Mellie: I honestly hope you are right.

Don't hope. Check.


Mellie: I appreciate your words and the fact that you inspire me to really think about things and research them.

I could not ask for more, thank you so much for sharing the discussion with me.



02-09-16 9:42  •  Precepts vs. Commandments


Bandicoot: I happen to be a Christian Universalist, but I personally believe that ALL religions are inspired by God, that He has made Himself available to all the people of the world. The various religions are all branches of the same tree. The fact that you can see these similarities, across every time and culture, shows that they all come to us from the One God Who is the source of ALL.

How do you figure they are branches of the same tree?


Bandicoot: I do believe that all religions teach the same values and lessons, there are even many similarities in the practices from one faith to the next.

That doesn't make them "branches of the same tree", or suggest that they are all inspired by the "One God Who is the source of ALL."

I have given this some thought and I cannot really go along with your contention that Buddhism teaches the "same values and lessons" as Christianity, or is similar enough to Christianity to assume that they have the same source, other than that they both came from humans.



Bandicoot: Its not just commonalities in terms of worship or belief in general, but also the morality, such as the way Buddhism focuses on living a good life so as to end suffering.

This in particular is quite dissimilar from Christianity. Christianity does not appear to focus on "living a good life to end suffering." From what I can tell, Christianity focuses on God over self, on living a life that is pleasing to God to show Him reverence. Not to mention accepting Jesus Christ as your personal savior to earn a ticket to the "good" afterlife. Or, as I sometimes call it, "Jesus or Burn."

(Yes, I know you are a Universalist and that's not what you think, but that is the central tenet of Christianity for most other Christians, as far as I am able to discern.)
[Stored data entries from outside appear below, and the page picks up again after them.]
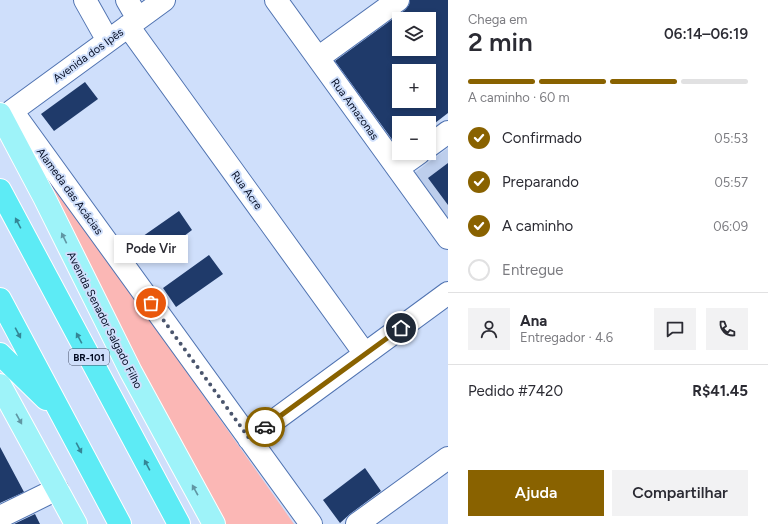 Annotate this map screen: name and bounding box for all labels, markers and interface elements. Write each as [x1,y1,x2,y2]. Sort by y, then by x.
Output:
map controls [392,12,436,160]
button: layers [392,12,436,56]
text: Chega em [468,12,527,27]
text: 06:14–06:19 [664,25,748,43]
street label: Avenida dos Ipês [51,26,126,85]
text: 2 min [468,26,533,58]
button: + [392,64,436,108]
street label: Rua Amazonas [328,76,381,142]
text: A caminho · 60 m [468,90,570,105]
button: − [392,116,436,160]
icon: check [468,127,490,149]
text: Confirmado [502,129,582,147]
text: 05:53 [714,131,748,146]
street label: Alameda das Acácias [34,146,105,237]
street label: Rua Acre [228,169,265,212]
icon: check [468,171,490,193]
text: Preparando [502,173,579,191]
text: 05:57 [714,175,748,190]
icon: check [468,215,490,237]
text: A caminho [502,217,573,235]
one-way arrow [14,218,21,229]
text: 06:09 [713,219,748,234]
one-way arrow [61,232,67,244]
callout: Pode Vir [114,235,188,263]
text: Pode Vir [126,241,176,256]
street label: Avenida Senador Salgado Filho [64,250,145,391]
text: Entregue [502,261,564,279]
pin [134,286,168,320]
icon: bag [140,292,162,314]
button: person [468,308,510,350]
button: chat [654,308,696,350]
button: phone [706,308,748,350]
pin [384,311,418,345]
text: Ana [520,312,547,330]
icon: home [390,317,412,339]
one-way arrow [15,327,22,339]
text: Entregador · 4.6 [520,330,613,345]
one-way arrow [76,332,82,344]
road number: BR-101 [69,349,109,365]
text: Pedido #7420 [468,382,563,400]
text: R$41.45 [692,382,748,400]
courier [245,407,285,447]
one-way arrow [15,413,22,425]
icon: car [254,416,276,438]
one-way arrow [76,442,83,454]
one-way arrow [144,459,150,471]
button: Ajuda [468,470,604,516]
button: Compartilhar [612,470,748,516]
one-way arrow [192,484,198,496] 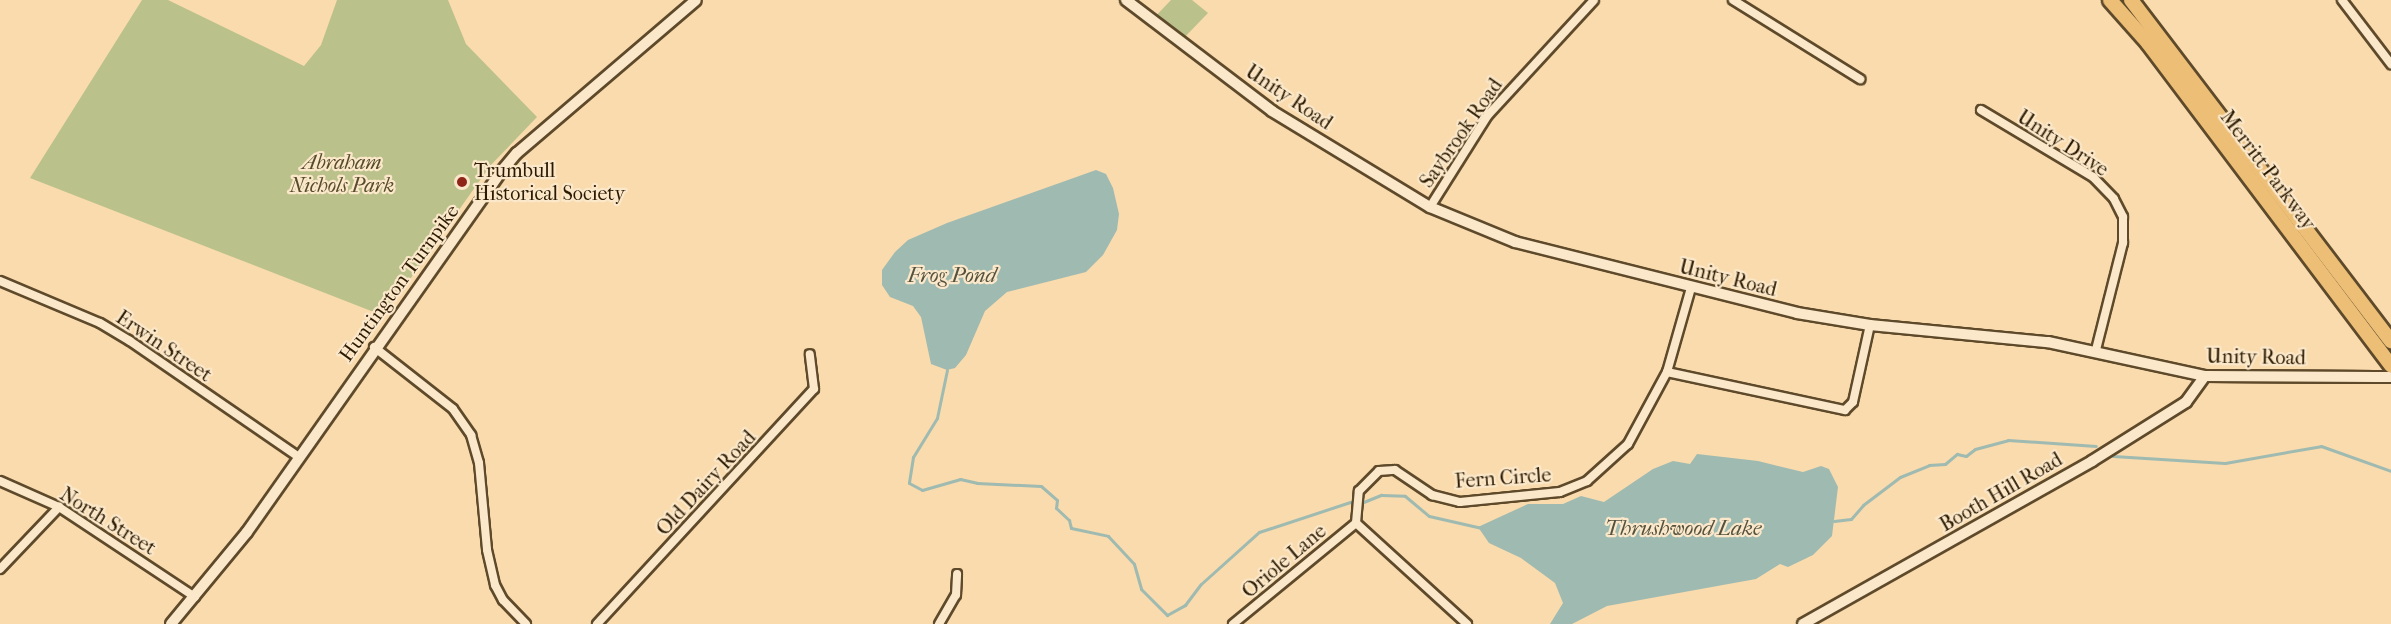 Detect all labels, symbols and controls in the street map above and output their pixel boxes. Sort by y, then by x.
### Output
street label: Unity Road [1241,59,1337,135]
street label: Saybrook Road [1414,74,1508,192]
street label: Unity Drive [2013,105,2113,181]
street label: Merritt Parkway [2215,106,2321,234]
park label: Abraham Nichols Park [290,151,394,198]
place label: Trumbull Historical Society [474,158,625,205]
marker: Trumbull Historical Society [455,175,469,189]
street label: Huntington Turnpike [334,200,464,366]
street label: Unity Road [1677,254,1779,302]
water label: Frog Pond [908,262,996,288]
street label: Erwin Street [112,305,216,387]
street label: Unity Road [2206,344,2306,370]
street label: Old Dairy Road [651,426,761,540]
street label: Booth Hill Road [1935,447,2067,537]
street label: Fern Circle [1454,463,1552,493]
street label: North Street [55,482,161,560]
water label: Thrushwood Lake [1605,515,1761,541]
street label: Oriole Lane [1237,519,1331,603] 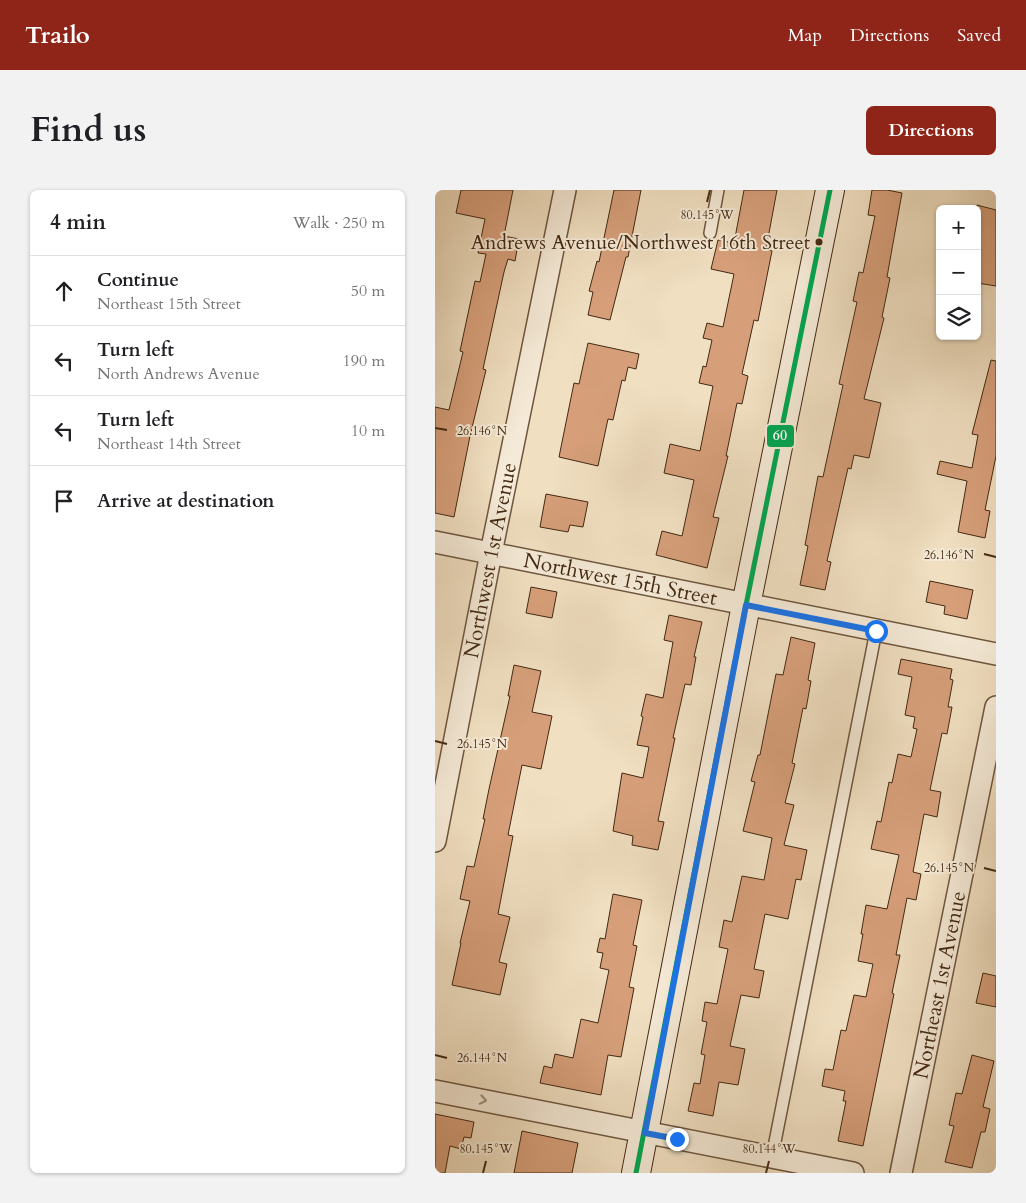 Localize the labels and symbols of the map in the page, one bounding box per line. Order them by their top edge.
text: 80.145°W [680,207,734,223]
place label: Andrews Avenue/Northwest 16th Street [471,229,811,256]
marker: Andrews Avenue/Northwest 16th Street [814,237,824,247]
text: 26.146°N [457,423,508,439]
line badge: 60 [766,424,795,448]
text: 60 [773,426,787,445]
street label: Northwest 1st Avenue [456,460,524,661]
street label: Northwest 15th Street [521,546,720,613]
text: 26.146°N [924,547,975,563]
route start [865,620,888,643]
text: 26.145°N [457,736,508,752]
text: 26.145°N [924,860,975,876]
street label: Northeast 1st Avenue [906,888,973,1081]
text: 26.144°N [457,1050,508,1066]
one-way arrow [478,1095,487,1105]
route end [666,1128,689,1151]
text: 80.145°W [459,1141,513,1157]
text: 80.144°W [742,1141,796,1157]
Bandicoot: For example, the Five Precepts in Buddhism are pretty much the "ethical" half of the 10 Commandments: (do not kill, steal, lie, be unchaste, or drink intoxicants - 4 out of those 5 are commandments in the Abrahamic faiths.)

That is so far from being the same I'm really surprised you are suggesting it. The Five Precepts are more different from the Ten Commandments than they are similar.
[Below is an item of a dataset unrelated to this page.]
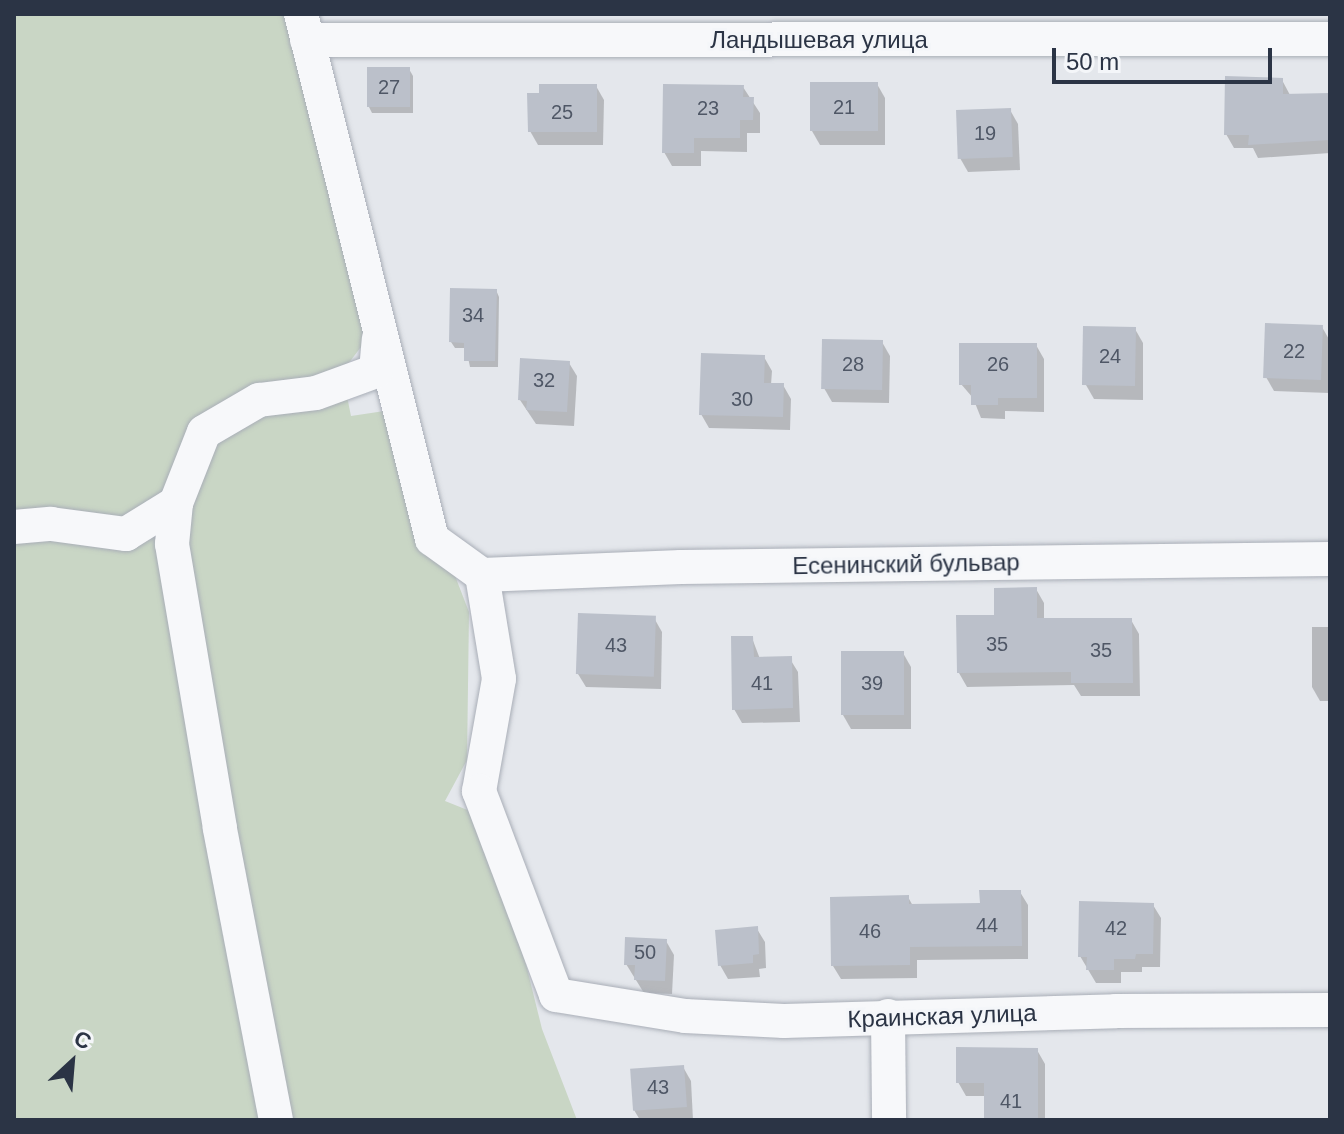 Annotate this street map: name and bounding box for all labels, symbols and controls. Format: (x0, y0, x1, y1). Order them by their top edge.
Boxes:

First of all, Buddhism does not posit a deity or dedicate forty percent of their list to proper reverence of a deity. This seems like a pretty big non-similarity.

Second of all, the Five Precepts are not commandments. They are simply advice. Only monks are required to take an oath to adhere to them. Outside of monastic communities they are not injunctions, they are just guidelines, with no presumed "divine" offense added on to their natural consequences. Failure to comply is not a sin.


Third of all, the specific way in which you have listed them seems like an attempt to blur their differences. Particularly with the first on your list, "do not kill."

The First Precept is: Refrain from destroying living creatures. This means, strive not to take any life at all, not of another human or even of an animal. (There is some difference of opinion of how this applies to insects, and most think killing plants is okay.) However this can also apply to practices that destroy life without even taking it...like torturing, enslavement, or even despoiling a natural habitat.

The Commandment is: You shall not kill.

Yet almost every Christian I have ever met has said that it doesn't really mean do not kill, it actually means, do not murder, because some kinds of killing are okay. Killing in self defense, killing in war, executions, etc. are considered to be outside of the "do not kill" mandate.

So, the difference between "refrain from destroying living creatures" and "don't kill people sometimes" is a pretty wide chasm.


The Second Precept is: Refrain from taking that which is not given.

The Commandment is: Do not steal.

Okay, so those are pretty similar.


Next, there is no precept or commandment that says "do not be unchaste."

The Third Precept is: Refrain from sexual misconduct.

The Commandment is: You shall not commit adultery.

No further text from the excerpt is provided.